What is needed is each line of the data below that holds the string "Republikanska".

Provided data:

[Start of section]

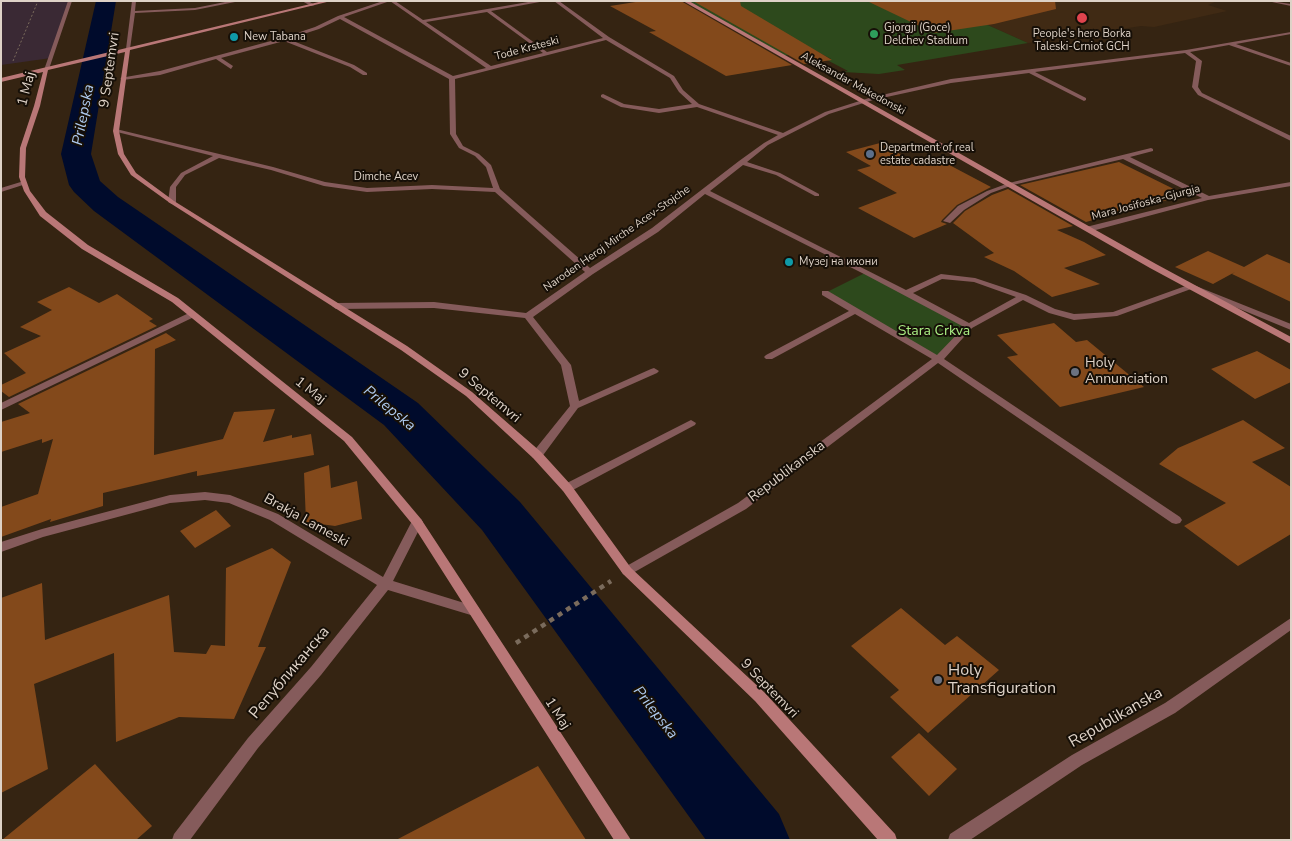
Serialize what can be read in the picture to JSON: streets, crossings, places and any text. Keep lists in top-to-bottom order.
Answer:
{
  "streets": {
    "street": [
      "Tode Krsteski",
      "9 Septemvri",
      "Aleksandar Makedonski",
      "1 Maj",
      "Dimche Acev",
      "Mara Josifoska-Gjurgja",
      "Naroden Heroj Mirche Acev-Stojche",
      "Republikanska",
      "Brakja Lameski",
      "Републиканска"
    ]
  },
  "crossings": [
    ["9 Septemvri", "Dimche Acev"],
    ["9 Septemvri", "Republikanska"],
    ["Aleksandar Makedonski", "Mara Josifoska-Gjurgja"],
    ["Aleksandar Makedonski", "Naroden Heroj Mirche Acev-Stojche"],
    ["1 Maj", "Brakja Lameski"],
    ["1 Maj", "Републиканска"],
    ["Brakja Lameski", "Републиканска"]
  ],
  "water": ["Prilepska"],
  "parks": ["Stara Crkva"],
  "places": [
    "People's hero Borka Taleski-Crniot GCH",
    "Gjorgji (Goce) Delchev Stadium",
    "New Tabana",
    "Department of real estate cadastre",
    "Музеј на икони",
    "Holy Annunciation",
    "Holy Transfiguration"
  ]
}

[End of section]

Reply to the task:
      "Republikanska",
    ["9 Septemvri", "Republikanska"],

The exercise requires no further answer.